The case of Kamel Bourgass is the first time anyone has ever been convicted of a conspiracy involving ricin.
Georgi Markov was killed in the middle of London
But it is not the first time ricin has been used on the streets of Britain. In 1978 a Bulgarian dissident was murdered using the deadly toxin.
Ricin was famously used to murder Bulgarian dissident Georgi Markov in 1978.
Markov, a BBC World Service journalist and a strong critic of the communist regime, was killed in London when he was injected with ricin while he waited at a bus stop.
Nobody has ever been charged with the murder, but it is widely believed that the Bulgarian secret service and the KGB were behind it.
Bulgarian prosecutors said their investigation produced inconclusive results, and the case remains open.
Accounts of the incident differ.
Some say a ricin-laced pellet was either fired or injected from an umbrella tip as Markov waited at the bus stop, on his way to the headquarters of the BBC's World Service.
Other accounts suggest the assailant used a syringe to inject the poison into Mr Markov's leg as he bent down to pick up an umbrella he had been carrying.
He experienced a sudden stinging pain in the back of his right leg, but despite pain continued on his way to work.
By evening Markov had developed a high fever and he died three days later.
Pathologists investigating his death said the poisoning could easily have been missed.
"The clever thing about ricin is that it mimics symptoms and appears in hospital investigations as natural disease," Dr Rufus Crompton told BBC Radio 4's Today programme.

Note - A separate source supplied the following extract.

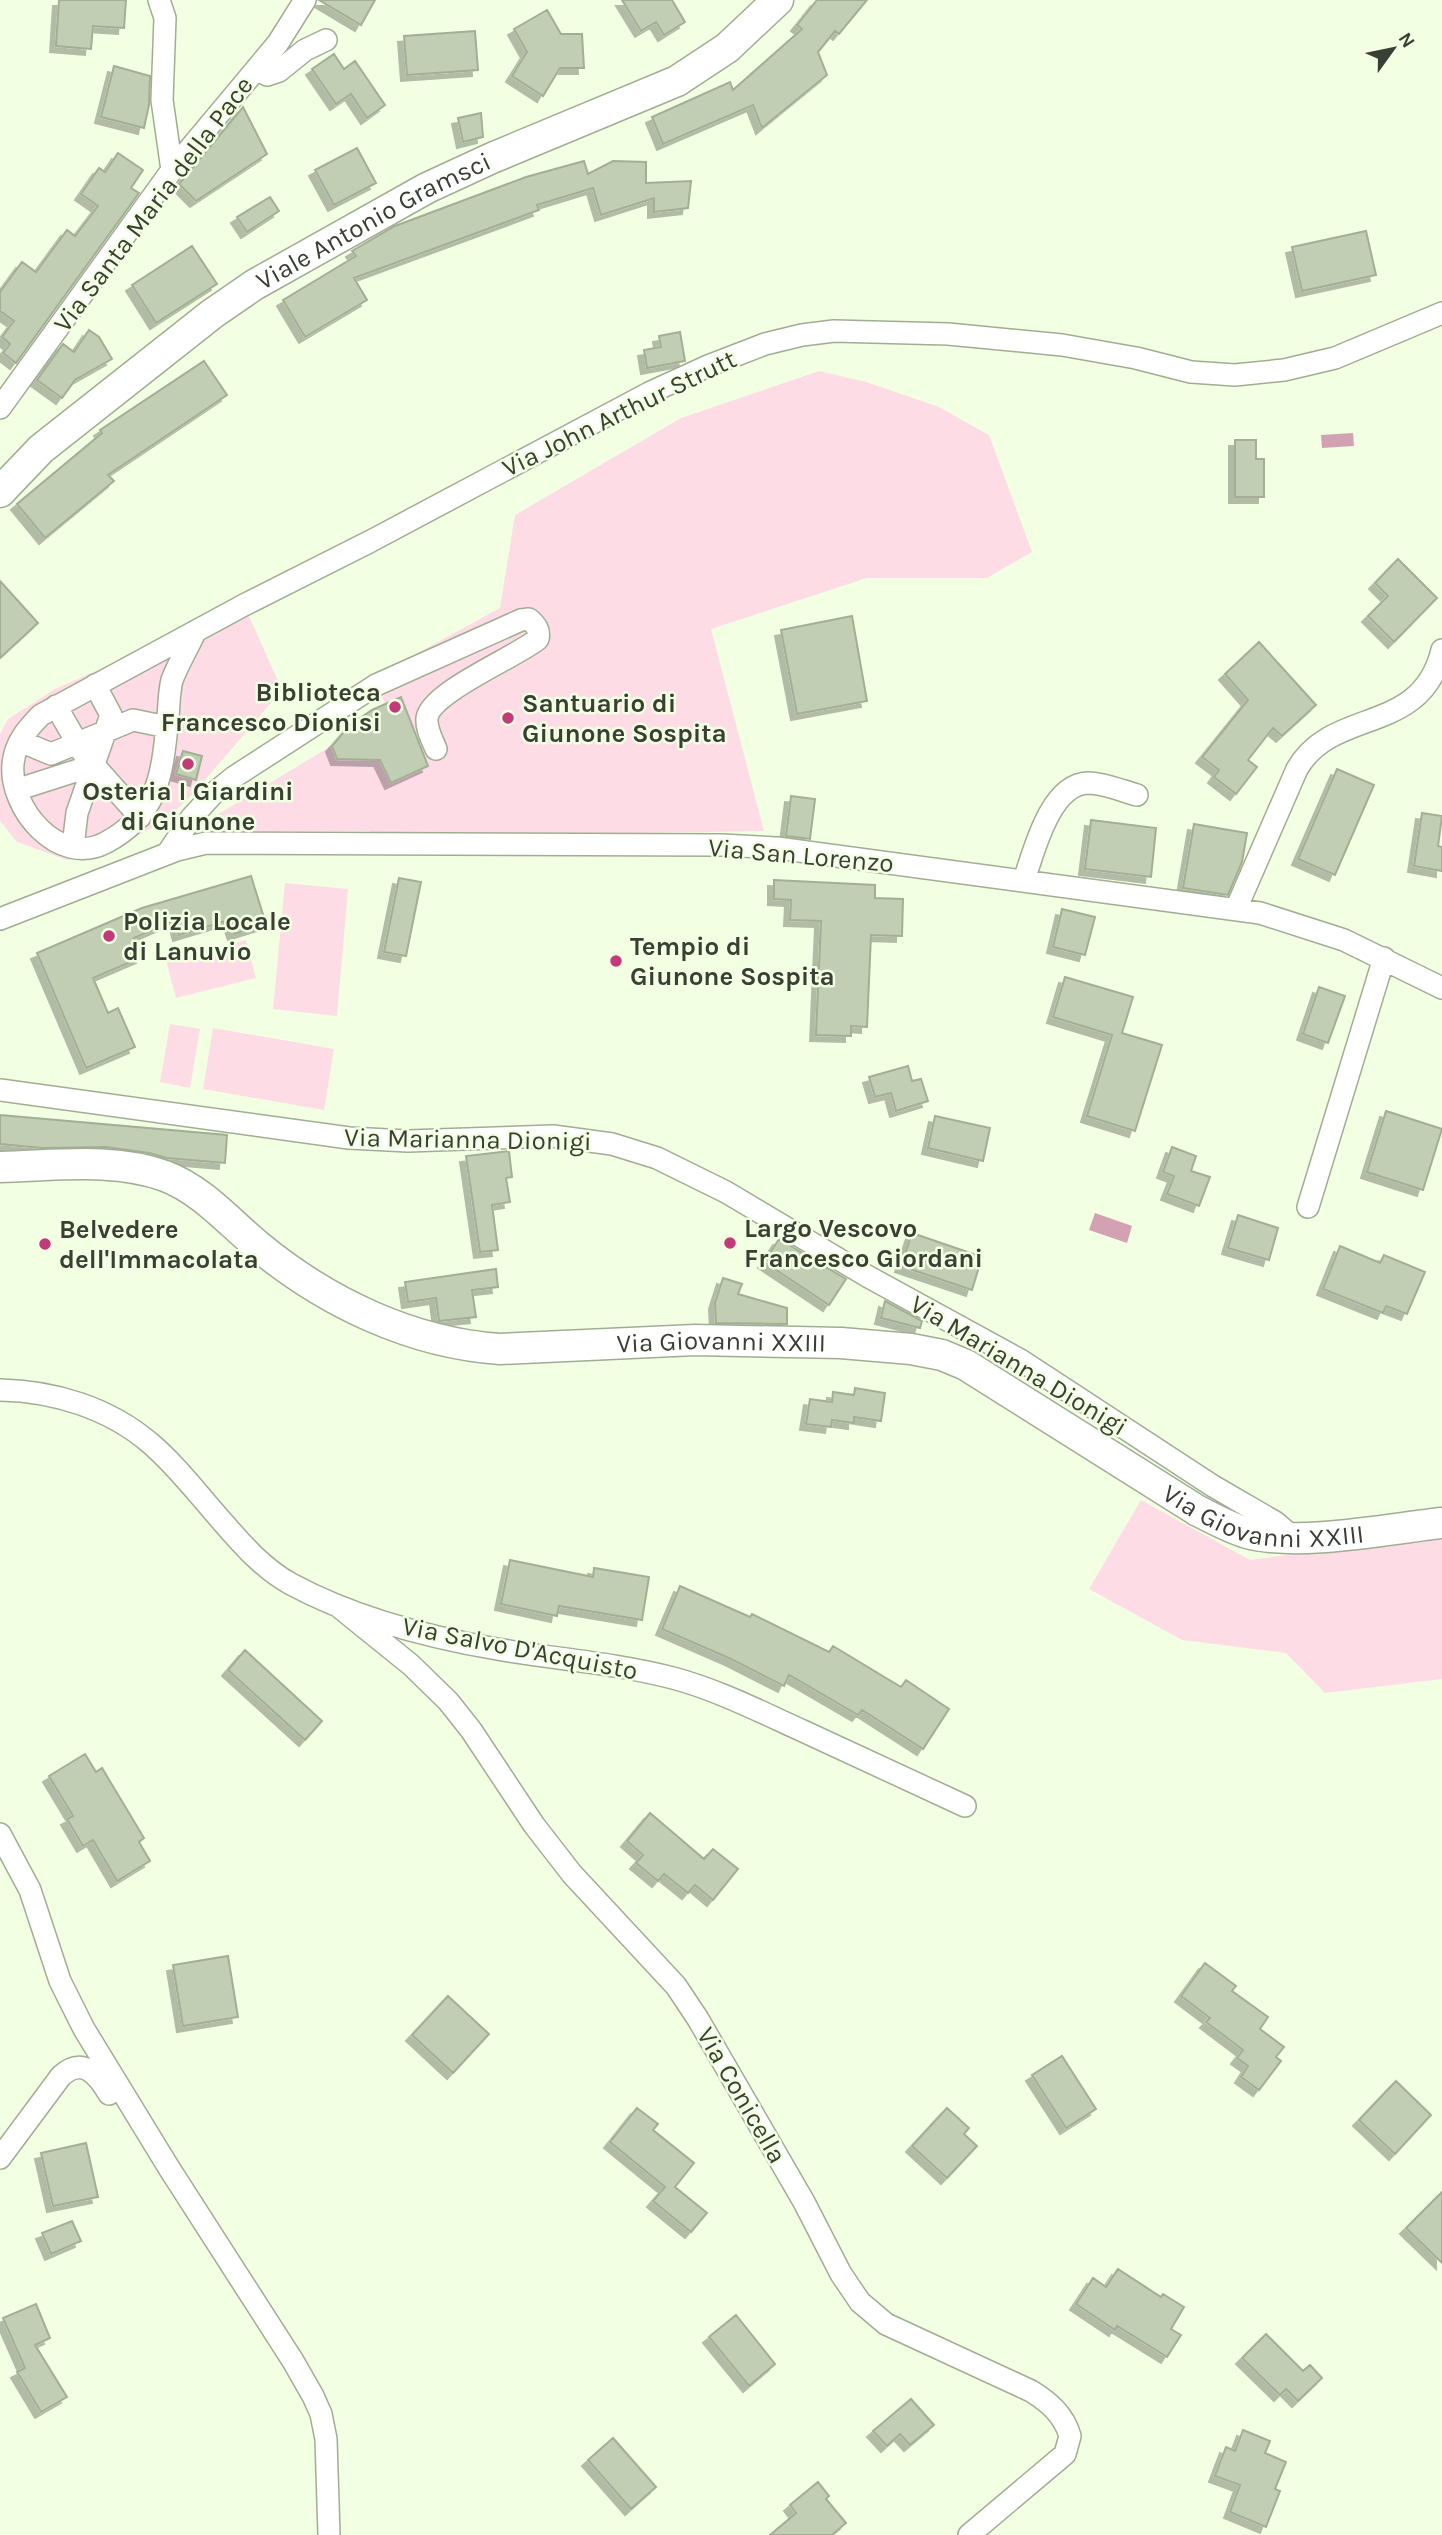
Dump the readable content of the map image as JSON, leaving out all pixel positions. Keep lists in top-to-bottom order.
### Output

Dr Crompton described how he used a pig to prove Markov had been killed by ricin.
This was the ricin-impregnated bullet used to kill Markov
"It had exactly the same symptoms. It died in the same way; samples of its blood showed the same changes.
"The remarkable thing about this poison is the high white cell count that it produces and there's no other poison that does this."
After weeks of research and experimentation, a coroner ruled that Markov had "been unlawfully killed".
It is believed that the assassination was supported by the technical staff of the
KGB and may have involved some senior members of the Bulgarian secret police.
In 1992, General Vladimir Todorov, the former Bulgarian intelligence chief, was sentenced to 16 months in jail for destroying 10 volumes of material relating to Markov's death.
A second person suspected of destroying documents committed suicide, while a Bulgarian spy who was believed to be involved in the assassination died in a car accident.
Markov was an acclaimed novelist and playwright in Bulgaria prior to his defection to the West in 1969.
He was particularly known for his harsh criticism of the autocratic rule of the then communist leader, Todor Zhivkov, and his broadcasts were seen as providing inspiration to the dissident movement in Bulgaria.